Try it :: Every line of the entries below that mentions "controls" is to be copied out.

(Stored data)
+ + + +

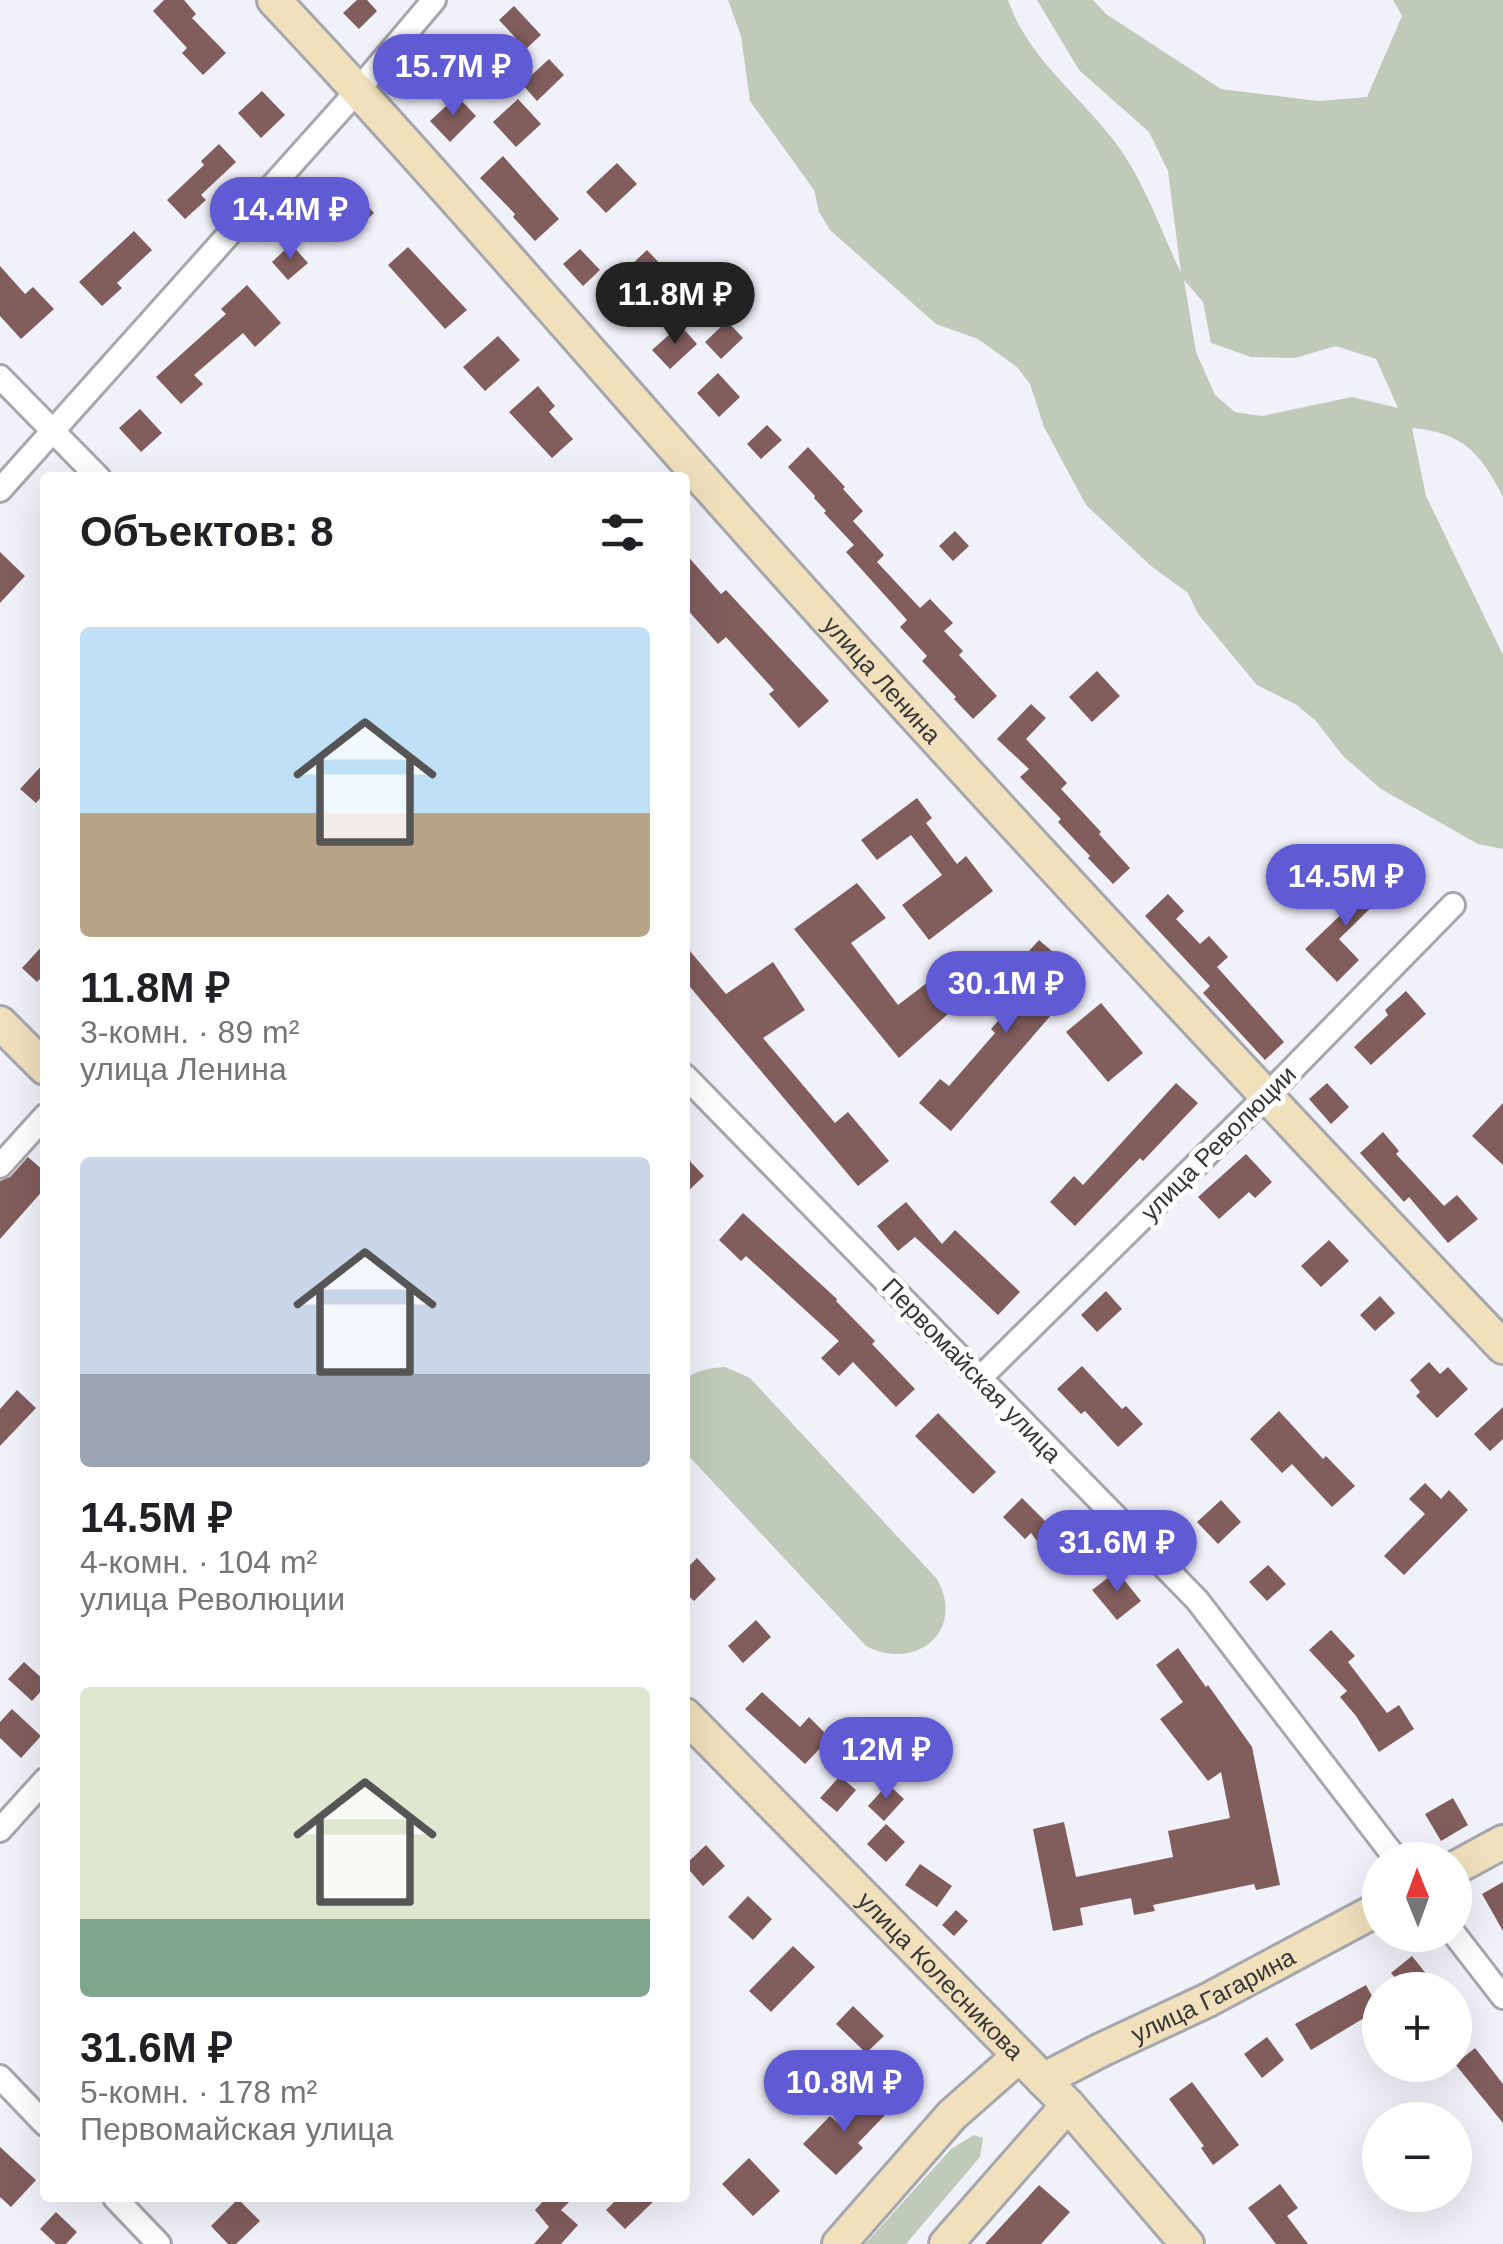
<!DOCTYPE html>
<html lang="ru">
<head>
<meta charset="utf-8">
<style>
  body { margin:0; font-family:Arial,sans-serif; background:#f6f6f6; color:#202124; height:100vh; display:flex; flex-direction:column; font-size:38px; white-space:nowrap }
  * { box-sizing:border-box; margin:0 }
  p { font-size:32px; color:#757577 }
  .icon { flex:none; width:55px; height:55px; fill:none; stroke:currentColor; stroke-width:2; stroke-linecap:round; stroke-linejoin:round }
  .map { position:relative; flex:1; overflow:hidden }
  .sheet { position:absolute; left:40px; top:472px; width:650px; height:1730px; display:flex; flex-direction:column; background:#fff; border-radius:10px; box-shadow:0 10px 40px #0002 }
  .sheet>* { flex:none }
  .needle { width:65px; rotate:359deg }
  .controls { position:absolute; left:1362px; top:1842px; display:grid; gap:20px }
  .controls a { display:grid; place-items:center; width:110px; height:110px; border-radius:50%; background:#fff; box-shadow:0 10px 40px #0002; font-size:50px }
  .price { position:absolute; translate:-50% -85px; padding:0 22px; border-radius:35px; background:#605bd4; color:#fff; font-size:32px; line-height:65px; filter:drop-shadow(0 2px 5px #0008) }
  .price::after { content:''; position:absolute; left:50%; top:60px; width:30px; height:22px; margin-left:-15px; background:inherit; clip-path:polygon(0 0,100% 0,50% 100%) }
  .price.selected { background:#222; color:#fff }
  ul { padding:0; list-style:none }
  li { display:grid; align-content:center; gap:20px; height:530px; padding:0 40px }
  li span { display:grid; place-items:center; height:310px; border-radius:10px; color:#555 }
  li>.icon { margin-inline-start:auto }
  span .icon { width:180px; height:180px; fill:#fffc; stroke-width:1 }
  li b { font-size:42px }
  h2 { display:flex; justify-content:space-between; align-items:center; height:120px; padding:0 40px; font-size:42px }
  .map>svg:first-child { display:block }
</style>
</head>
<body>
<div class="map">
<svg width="1503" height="2244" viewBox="0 0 1503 2244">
  <rect width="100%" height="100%" fill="#f1f1f9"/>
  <!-- green -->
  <path fill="#bfcbb8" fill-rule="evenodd" d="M728,0H1008C1029,60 1078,93 1115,142C1145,182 1160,229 1181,273L1168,171L1149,132L1079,70L1037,0H1093L1106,14L1221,89L1318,101L1367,97L1402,16L1393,0H1503V497C1480,452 1463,433 1412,428L1426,496L1503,655V849L1478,844L1381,789L1343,756L1316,721L1297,705L1257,685L1198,614L1188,593L1151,566L1086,505L1044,427L1030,384L1017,367L978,339L936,324L830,230L819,212L814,190L750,101L741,36ZM1184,280L1203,302L1211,343L1251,357L1295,358L1336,346L1376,359L1398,408L1352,397L1262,416L1235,412L1215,395L1196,352Z
    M725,1367L750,1378L937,1579C966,1631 916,1672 866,1646L685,1452V1379C698,1370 709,1368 725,1367Z
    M974,2135L983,2138L980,2157L906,2244H865L951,2149Z"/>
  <!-- building -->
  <path fill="#815d5c" d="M164,0H184L196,14L192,18L226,53L203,75L182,53L187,48L153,11Z
    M357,0H367L377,11L359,29L343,13Z
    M514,6L541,35L526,49L499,20Z
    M549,59L564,75L537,101L522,84Z
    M262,91L285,115L261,138L238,113Z
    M457,96L476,116L450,142L430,121Z
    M518,99L541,124L516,147L493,122Z
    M219,144L236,162L201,195L206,200L185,219L167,200L204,165L201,161Z
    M503,156L559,219L535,241L513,217L515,214L480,178Z
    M617,163L637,184L606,213L586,192Z
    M351,188L374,213L348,237L325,211Z
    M134,231L152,250L117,283L122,288L102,306L79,282Z
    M291,244L308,263L288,280L272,262Z
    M408,247L467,310L445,329L388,265Z
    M580,249L600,270L583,286L563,264Z
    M647,250L668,272L651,288L630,266Z
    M0,266L25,294L33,287L54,309L21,339L0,316Z
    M247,285L281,323L255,347L243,333L194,375L203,384L181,404L156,377L226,314L221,309Z
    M727,321L743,338L721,359L705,342Z
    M680,325L697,344L670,369L652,350Z
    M498,336L520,360L485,391L463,367Z
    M718,373L740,397L719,417L697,393Z
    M538,386L555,406L549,412L573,439L552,458L509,412Z
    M140,409L162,433L141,452L119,428Z
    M767,425L782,440L761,459L747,444Z
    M808,447L845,487L843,489L863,511L853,521L884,555L877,562L920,608L930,599L953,623L944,631L963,651L959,655L997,696L973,719L954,699L956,697L922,661L927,656L900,627L907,620L846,552L854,545L824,513L826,511L814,498L815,496L788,467Z
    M955,531L969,546L953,561L939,546Z
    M0,552L25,576L0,603Z
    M685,553L721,594L726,590L829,701L799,728L769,694L774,690L726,637L718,644L685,607Z
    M1097,671L1120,696L1092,722L1069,697Z
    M1031,704L1046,718L1026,739L1067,783L1061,789L1101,832L1099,834L1130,868L1113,884L1088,858L1090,856L1058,822L1061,819L1020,777L1029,769L997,739Z
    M45,762V793L36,803L20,789Z
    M917,798L932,818L926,823L957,864L966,856L993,891L929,940L902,905L942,875L911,835L877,860L861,840Z
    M1373,872L1390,889L1339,939L1359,960L1337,982L1305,949L1350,906L1344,900Z
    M857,883L886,918L851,943L898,1005L932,979L958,1005L899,1058L794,929Z
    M1168,894L1184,911L1176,919L1200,944L1209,936L1228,957L1217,967L1284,1042L1265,1060L1203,993L1210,986L1145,916Z
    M1039,940L1083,978L951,1131L919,1103L940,1079L949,1086L995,1033L991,1029L1036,977L1019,962Z
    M45,943V974L37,982L22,968Z
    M685,945L726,994L773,962L805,1010L763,1038L835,1123L848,1112L889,1161L858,1186L685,981Z
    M1406,991L1426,1014L1371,1065L1354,1047L1388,1015L1385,1010Z
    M1101,1003L1143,1053L1108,1082L1066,1032Z
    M1176,1083L1198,1103L1143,1161L1140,1158L1075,1226L1050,1202L1074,1176L1083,1185Z
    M1327,1083L1349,1107L1331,1124L1309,1099Z
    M1503,1103V1165L1472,1136Z
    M1383,1132L1399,1151L1396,1154L1444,1206L1457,1195L1478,1219L1448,1243L1409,1197L1404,1202L1360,1153Z
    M1246,1154L1272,1182L1255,1198L1249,1192L1219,1219L1198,1197Z
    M685,1156L704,1176L685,1194Z
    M28,1157L45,1172V1188L0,1239V1181L10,1177Z
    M906,1202L942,1244L955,1230L1020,1292L998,1315L915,1237L898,1251L877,1226Z
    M743,1213L837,1299L836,1301L875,1341L872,1344L915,1389L896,1407L853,1362L839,1376L821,1358L839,1341L746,1256L741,1261L719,1240Z
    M1329,1240L1349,1261L1321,1287L1301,1266Z
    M1106,1291L1122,1309L1097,1332L1081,1315Z
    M1380,1296L1395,1313L1375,1331L1360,1315Z
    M1429,1362L1440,1374L1448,1367L1468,1389L1437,1418L1416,1396L1420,1392L1410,1380Z
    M1082,1366L1122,1409L1126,1406L1143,1424L1118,1447L1085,1411L1081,1414L1057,1389Z
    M17,1390L36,1408L0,1446V1409Z
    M1503,1407V1439L1490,1451L1474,1434Z
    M1279,1411L1323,1459L1326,1456L1355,1486L1332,1507L1292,1464L1282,1473L1250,1439Z
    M938,1413L996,1472L973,1494L915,1436Z
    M1425,1483L1441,1499L1449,1490L1468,1510L1404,1575L1384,1556L1425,1514L1409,1499Z
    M1022,1498L1061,1537L1066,1533L1084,1557L1062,1574L1031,1533L1025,1539L1003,1517Z
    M1221,1500L1241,1522L1218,1544L1197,1522Z
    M697,1558L716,1579L694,1601L685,1593V1570Z
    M1268,1565L1286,1584L1267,1601L1249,1582Z
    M1117,1571L1141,1601L1117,1620L1092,1590Z
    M756,1620L771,1637L743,1663L728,1646Z
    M1331,1630L1355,1656L1348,1662L1387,1713L1399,1705L1414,1729L1379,1752L1356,1716L1340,1697L1347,1691L1309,1650Z
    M1178,1648L1206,1687L1208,1685L1252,1747L1280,1885L1256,1890L1254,1884L1153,1905L1155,1911L1134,1915L1131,1898L1080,1908L1083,1925L1053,1931L1033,1829L1064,1822L1076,1877L1173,1857L1168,1831L1230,1818L1221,1772L1208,1781L1160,1719L1183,1702L1156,1665Z
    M24,1662L45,1681V1687L32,1701L8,1679Z
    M762,1692L800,1727L809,1717L830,1738L805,1764L745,1709Z
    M12,1709L41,1736L21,1758L0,1738V1722Z
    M840,1776L856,1790L837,1812L820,1798Z
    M888,1784L904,1799L884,1821L868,1806Z
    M1453,1798L1468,1825L1441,1841L1425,1814Z
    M886,1824L905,1842L886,1862L867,1844Z
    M706,1845L725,1866L703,1886L685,1865Z
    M920,1864L952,1886L937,1907L905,1885Z
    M1503,1882V1931L1482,1894Z
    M748,1896L772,1919L753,1940L728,1917Z
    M956,1910L968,1921L954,1936L942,1925Z
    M793,1946L815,1967L771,2012L749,1991Z
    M1412,1956L1439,1990H1405L1391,1973Z
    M1366,1985L1379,2009L1311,2050L1295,2024Z
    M853,2006L884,2036L866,2053L836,2024Z
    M1267,2037L1284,2060L1262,2078L1244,2054Z
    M1475,2048L1503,2084V2123L1455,2064Z
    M1192,2082L1239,2145L1213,2165L1201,2148L1204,2146L1169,2099Z
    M865,2095L886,2114L858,2143L863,2148L836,2175L803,2144L830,2116L838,2123Z
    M0,2147L36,2180L11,2207L0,2197Z
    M749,2158L780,2191L753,2216L722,2184Z
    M1280,2184L1298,2208L1287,2216L1308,2244H1276L1248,2208Z
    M1039,2185L1070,2212L1041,2244H985Z
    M546,2198H573L561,2210L578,2225L561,2244H534L549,2227L535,2210Z
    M618,2198H657L625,2229L606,2210Z
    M238,2199L260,2221L236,2244H228L211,2226Z
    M56,2212L77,2232L66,2244H56L40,2229Z"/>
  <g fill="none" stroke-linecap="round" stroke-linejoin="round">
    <defs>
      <path id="street" d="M0,377L99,478
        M0,490L358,90L434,0
        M685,1076L1197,1600L1397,1860
        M0,1166L45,1116
        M980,1378L1266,1096L1453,905
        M0,1830L45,1780
        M1455,1935L1503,1997
        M0,2077L45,2124
        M115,2198L159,2244"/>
      <g id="secondary">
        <path id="s1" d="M274,0C458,196 631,402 811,601C1038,853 1270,1101 1503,1347"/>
        <path d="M0,1023L45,1068"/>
        <path id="s2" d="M685,1715L1068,2105L1187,2244"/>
        <path d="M1455,1868L1503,1842"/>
        <path id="s3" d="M1043,2080L1101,2050L1208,2000L1380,1908"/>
        <path d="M839,2244L952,2115L1019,2056"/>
        <path d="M946,2244L1068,2105"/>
      </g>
    </defs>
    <!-- street casing -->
    <use href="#street" stroke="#a6a6ae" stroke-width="28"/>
    <!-- secondary casing -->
    <use href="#secondary" stroke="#a6a6ae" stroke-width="38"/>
    <!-- street -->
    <use href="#street" stroke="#fff" stroke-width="22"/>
    <!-- secondary -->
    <use href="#secondary" stroke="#f0e0bc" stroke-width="32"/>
  </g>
  <g text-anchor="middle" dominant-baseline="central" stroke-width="10" stroke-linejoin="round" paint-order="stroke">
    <!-- street labels -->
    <g font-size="25" fill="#37373a" stroke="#fff">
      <text stroke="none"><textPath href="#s1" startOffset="912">улица Ленина</textPath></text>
      <text transform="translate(1218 1143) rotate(-45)">улица Революции</text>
      <text transform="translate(972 1370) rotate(46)">Первомайская улица</text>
      <text stroke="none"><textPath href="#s2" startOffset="365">улица Колесникова</textPath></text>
      <text stroke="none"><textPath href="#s3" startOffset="190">улица Гагарина</textPath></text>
    </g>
  </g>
</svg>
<div class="controls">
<a><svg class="needle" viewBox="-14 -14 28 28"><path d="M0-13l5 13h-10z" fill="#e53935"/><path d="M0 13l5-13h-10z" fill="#757577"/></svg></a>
<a>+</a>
<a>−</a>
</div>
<b class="price" style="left:453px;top:119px">15.7M ₽</b>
<b class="price" style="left:290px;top:262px">14.4M ₽</b>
<b class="price selected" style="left:675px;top:347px">11.8M ₽</b>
<b class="price" style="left:1346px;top:929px">14.5M ₽</b>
<b class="price" style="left:1006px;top:1036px">30.1M ₽</b>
<b class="price" style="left:1117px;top:1595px">31.6M ₽</b>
<b class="price" style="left:886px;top:1802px">12M ₽</b>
<b class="price" style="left:844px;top:2135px">10.8M ₽</b>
<section class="sheet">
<h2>Объектов: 8<svg class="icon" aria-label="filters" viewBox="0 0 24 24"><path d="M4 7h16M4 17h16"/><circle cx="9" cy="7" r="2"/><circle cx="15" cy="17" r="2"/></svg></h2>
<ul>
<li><span style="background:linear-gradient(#bfe0f5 60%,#b9a48a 0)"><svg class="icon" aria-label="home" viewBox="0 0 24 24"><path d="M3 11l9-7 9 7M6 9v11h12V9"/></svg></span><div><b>11.8M ₽</b><p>3-комн. · 89 m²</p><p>улица Ленина</p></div></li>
<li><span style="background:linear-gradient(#c9d6e8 70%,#9aa5b1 0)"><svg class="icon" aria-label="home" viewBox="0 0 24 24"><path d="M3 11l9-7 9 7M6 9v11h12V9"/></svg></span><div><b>14.5M ₽</b><p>4-комн. · 104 m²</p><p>улица Революции</p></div></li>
<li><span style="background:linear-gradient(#dfe7d0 75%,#7fa58c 0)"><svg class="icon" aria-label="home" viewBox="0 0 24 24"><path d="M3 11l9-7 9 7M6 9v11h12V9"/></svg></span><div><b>31.6M ₽</b><p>5-комн. · 178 m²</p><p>Первомайская улица</p></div></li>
</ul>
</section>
</div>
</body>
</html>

+ + + +

Exercise result ::
  .controls { position:absolute; left:1362px; top:1842px; display:grid; gap:20px }
  .controls a { display:grid; place-items:center; width:110px; height:110px; border-radius:50%; background:#fff; box-shadow:0 10px 40px #0002; font-size:50px }
<div class="controls">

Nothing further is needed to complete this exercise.